Habitat fragmentation is among the most insidious threats facing pangolin populations across Africa. Unlike poaching, which produces immediate and visible casualties, fragmentation works quietly, severing the landscape connections that pangolins depend on for foraging, dispersal, and genetic exchange. As agricultural expansion, road infrastructure, and settlement growth carve continuous bushveld and forest into isolated patches, pangolin populations that were once connected become ecological islands, vulnerable to inbreeding, resource depletion, and local extinction. Wildlife corridor planning offers the most practical path to reversing this trajectory.

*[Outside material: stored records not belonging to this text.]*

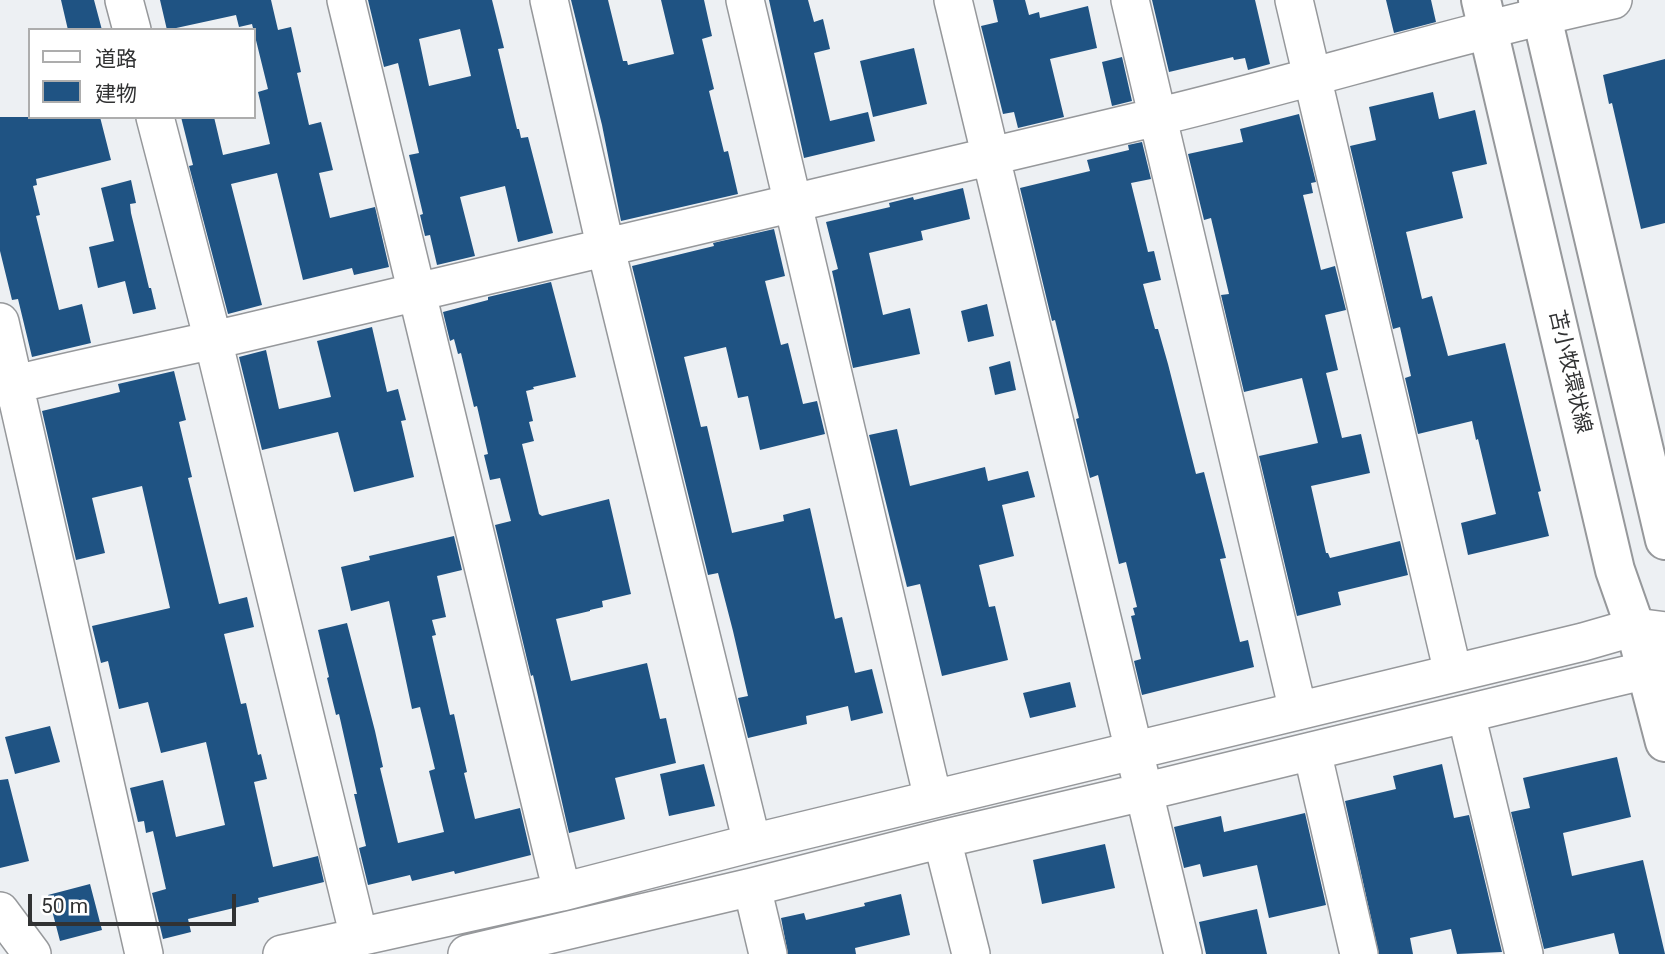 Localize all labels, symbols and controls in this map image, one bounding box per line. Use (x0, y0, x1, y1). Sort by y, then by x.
legend (28, 28, 256, 119)
text: 道路 (95, 47, 137, 71)
text: 建物 (95, 82, 137, 106)
street label: 苫小牧環状線 (1543, 308, 1595, 436)
scale bar (32, 880, 240, 924)
text: 50 m (41, 894, 88, 918) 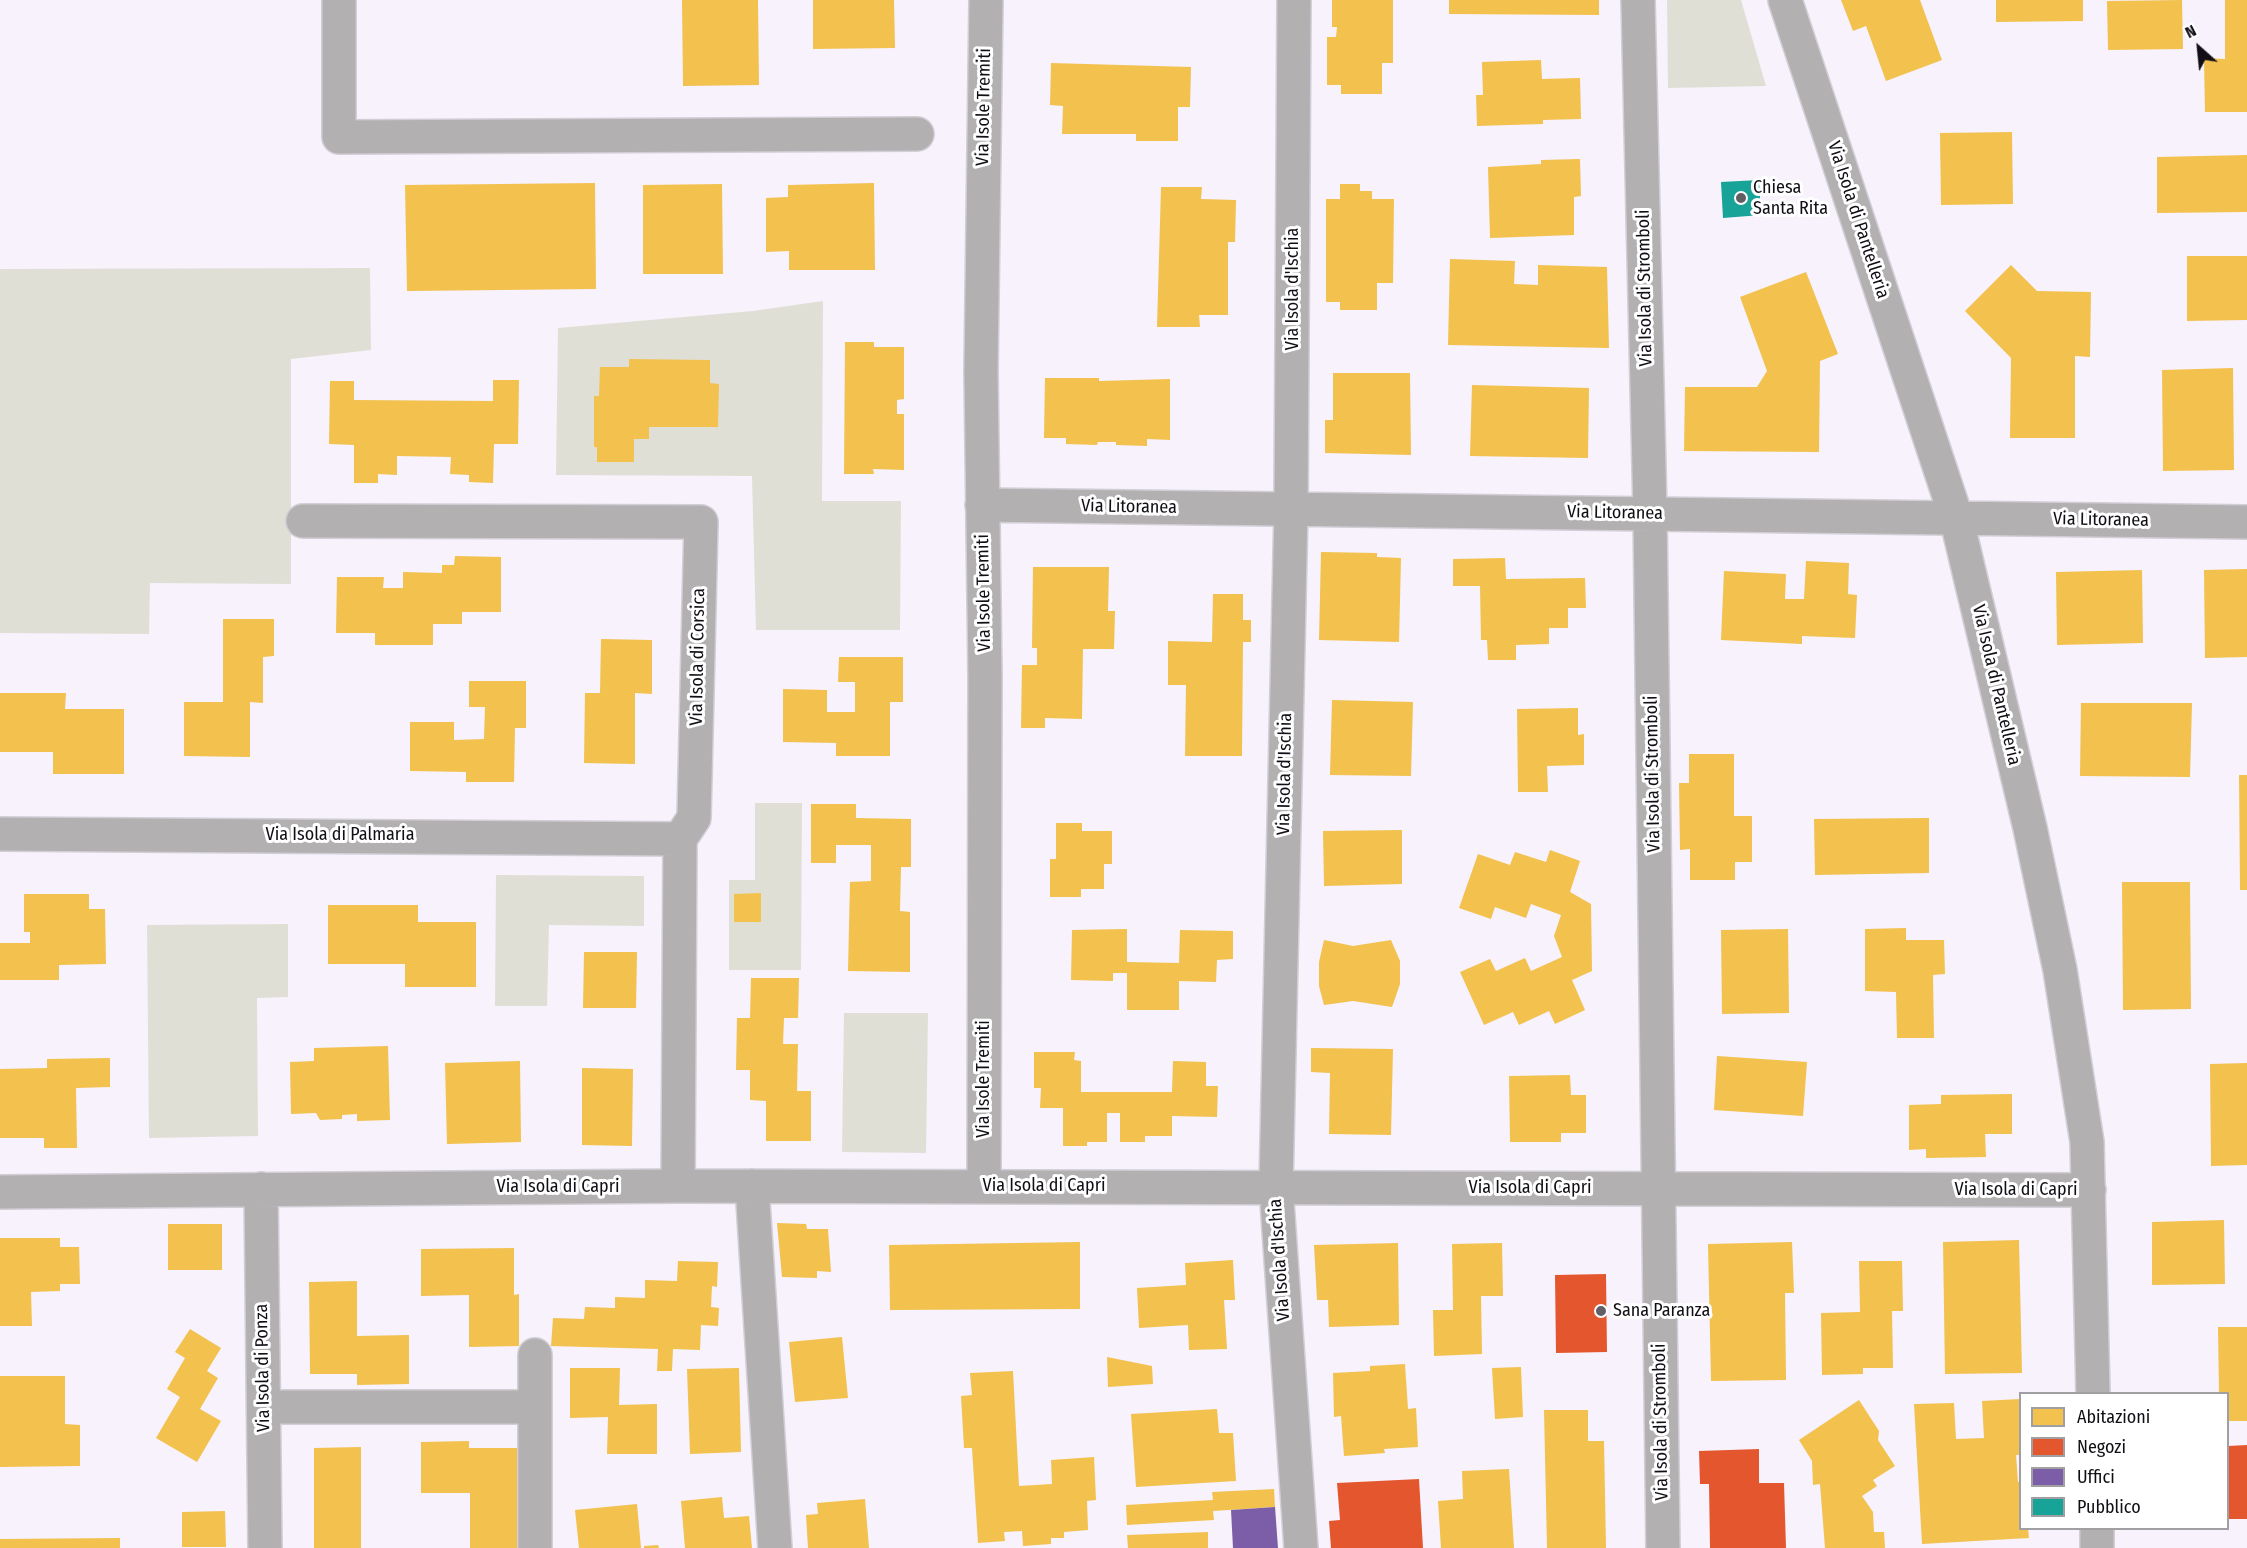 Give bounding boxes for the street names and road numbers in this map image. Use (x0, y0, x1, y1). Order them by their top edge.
street label: Via Isole Tremiti (972, 48, 996, 166)
street label: Via Isola di Pantelleria (1822, 139, 1894, 301)
street label: Via Isola di Stromboli (1633, 209, 1657, 367)
street label: Via Isola d'Ischia (1282, 228, 1304, 350)
street label: Via Litoranea (1081, 495, 1177, 519)
street label: Via Litoranea (1567, 501, 1663, 525)
street label: Via Litoranea (2053, 508, 2149, 532)
street label: Via Isole Tremiti (972, 534, 996, 652)
street label: Via Isola di Corsica (686, 588, 710, 726)
street label: Via Isola di Pantelleria (1967, 603, 2025, 767)
street label: Via Isola di Stromboli (1641, 695, 1665, 853)
street label: Via Isola d'Ischia (1273, 713, 1297, 835)
street label: Via Isola di Palmaria (266, 824, 414, 846)
street label: Via Isole Tremiti (973, 1020, 995, 1138)
street label: Via Isola di Capri (983, 1175, 1105, 1197)
street label: Via Isola di Capri (497, 1176, 619, 1198)
street label: Via Isola di Capri (1469, 1177, 1591, 1199)
street label: Via Isola di Capri (1955, 1179, 2077, 1201)
street label: Via Isola d'Ischia (1265, 1198, 1295, 1322)
street label: Via Isola di Ponza (251, 1304, 275, 1432)
street label: Via Isola di Stromboli (1649, 1343, 1673, 1501)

The concept is straightforward: identify the landscape features that animals use to move between habitat patches, then protect or restore those features before they are lost. For pangolins, whose nocturnal habits and solitary nature make them difficult to monitor, translating this concept into effective corridor design requires a combination of GPS tracking data, landscape ecology modelling, and community engagement that extends well beyond the boundaries of formal protected areas.

The Scale of Fragmentation in Pangolin Range States

Sub-Saharan Africa is experiencing some of the fastest rates of land-use change on the planet. A study of the Igando-Igawa Wildlife Corridor in southern Tanzania, which connects Mpanga Kipengere Game Reserve to Ruaha National Park, documented agricultural land expanding from 19.3% to 52.7% of the landscape between 1994 and 2024. This corridor, which once provided continuous habitat for multiple species, has been reduced to a narrow, fragmented pathway that many animals can no longer navigate safely.

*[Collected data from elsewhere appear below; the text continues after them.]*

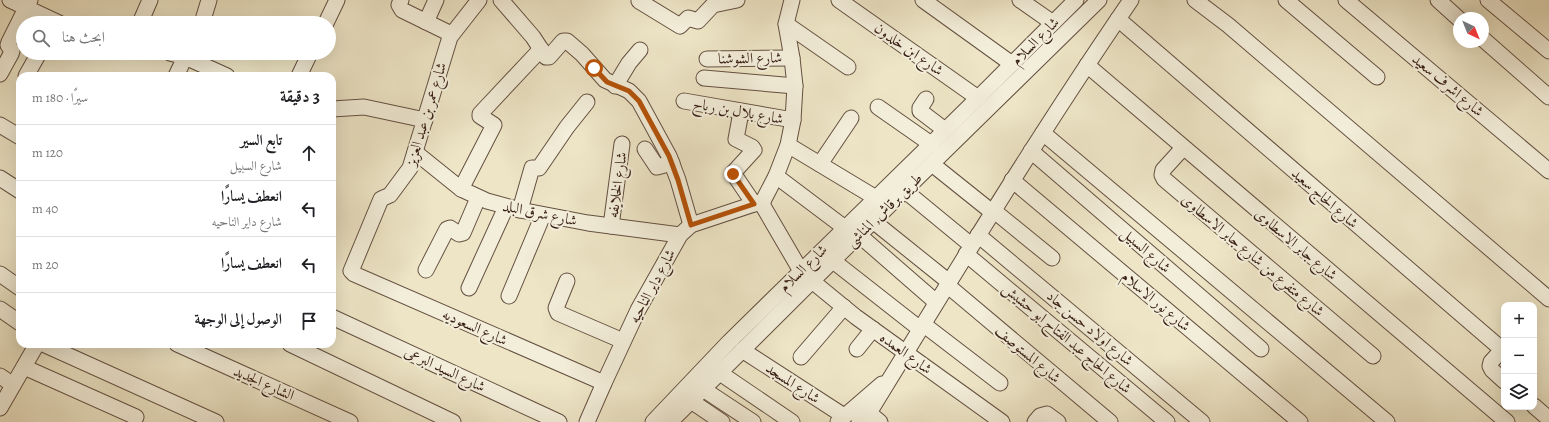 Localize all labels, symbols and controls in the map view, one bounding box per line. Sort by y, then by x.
north arrow [1453,12,1489,48]
street label: شارع السلام [1007,13,1066,72]
search box [16,16,336,60]
street label: شارع ابن خلدون [869,18,948,83]
icon: search [30,27,52,49]
text: ابحث هنا [62,27,105,47]
street label: شارع الشوشنا [718,47,782,72]
street label: شارع اشرف سعيد [1406,49,1488,123]
route start [585,59,603,77]
street label: شارع عمر بن عبد العزيز [400,60,454,171]
text: 3 دقيقة [280,85,320,108]
text: سيرًا · 180 m [32,89,88,106]
street label: شارع بلال بن رباح [691,93,785,132]
text: تابع السير [240,130,282,150]
icon: ahead [298,142,320,164]
text: 120 m [32,144,63,161]
street label: شارع الخلايفه [602,151,634,220]
text: شارع السبيل [230,157,282,174]
street label: شارع الحاج سعيد [1285,163,1363,235]
route end [724,165,742,183]
street label: طريق برقاش, المناشى [841,168,927,252]
text: انعطف يسارًا [221,186,282,206]
street label: شارع متفرع من شارع جابر الاسطاوى [1175,189,1329,323]
street label: شارع شرق البلد [500,195,579,234]
icon: left [298,198,320,220]
text: 40 m [32,200,58,217]
street label: شارع جابر الاسطاوى [1248,203,1342,287]
text: شارع داير الناحيه [212,213,282,230]
street label: شارع السبيل [1115,223,1175,280]
street label: شارع السلام [774,240,834,298]
street label: شارع داير الناحيه [624,245,683,328]
text: انعطف يسارًا [221,253,282,273]
icon: left [298,254,320,276]
text: 20 m [32,256,59,273]
street label: شارع نور الاسلام [1115,266,1195,338]
street label: شارع الحاج عبد الفتاح ابو حشيش [996,278,1136,400]
street label: شارع اولاد حسن جاد [1040,286,1138,372]
map controls [1501,302,1537,410]
button: + [1501,302,1537,338]
street label: شارع السعوديه [438,304,511,353]
text: الوصول إلى الوجهة [195,309,282,329]
icon: arrive [298,310,320,332]
street label: شارع المستوصف [989,320,1065,390]
street label: شارع العمده [874,327,936,381]
button: − [1501,338,1537,374]
street label: شارع السيد البرعى [400,341,489,399]
street label: شارع المسجد [760,358,824,411]
street label: الشارع الجديد [229,361,298,408]
button: layers [1501,374,1537,410]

Agricultural expansion from 19.3% to 52.7% within the Igando-Igawa Wildlife Corridor (1994–2024) illustrates the pace at which critical connectivity is being lost across sub-Saharan Africa. Similar patterns threaten pangolin habitats from West Africa to the Eastern Cape.

In Namibia, the challenge is compounded by the country’s status as a major pangolin trafficking hotspot. Namibia now reports more pangolin-related criminal cases than for rhinos and elephants combined. When habitat corridors disappear, the remaining isolated populations become easier targets for poachers who can predict animal movements within confined areas. Corridor planning thus serves a dual purpose: ecological connectivity and anti-poaching resilience.

South Africa’s bushveld regions face similar pressures. Temminck’s ground pangolin inhabits the savannahs and woodlands of Limpopo, Mpumalanga, North West, and KwaZulu-Natal, where expanding commercial agriculture, game farming with electrified perimeter fencing, and peri-urban sprawl are steadily eroding the connectivity between protected areas. Without deliberate corridor planning, each nature reserve risks becoming an isolated fragment incapable of sustaining a viable pangolin population over multiple generations.

KAZA: Transfrontier Conservation at Continental Scale

The Kavango-Zambezi Transfrontier Conservation Area represents the most ambitious attempt to maintain wildlife connectivity in southern Africa. Spanning approximately 106 million acres across Angola, Botswana, Namibia, Zambia, and Zimbabwe, KAZA was established in 2011 as a mosaic of national parks, forest reserves, and community-managed areas connected by wildlife corridors. Its sheer scale makes it critical for species that require large, connected landscapes, including all three southern African pangolin species.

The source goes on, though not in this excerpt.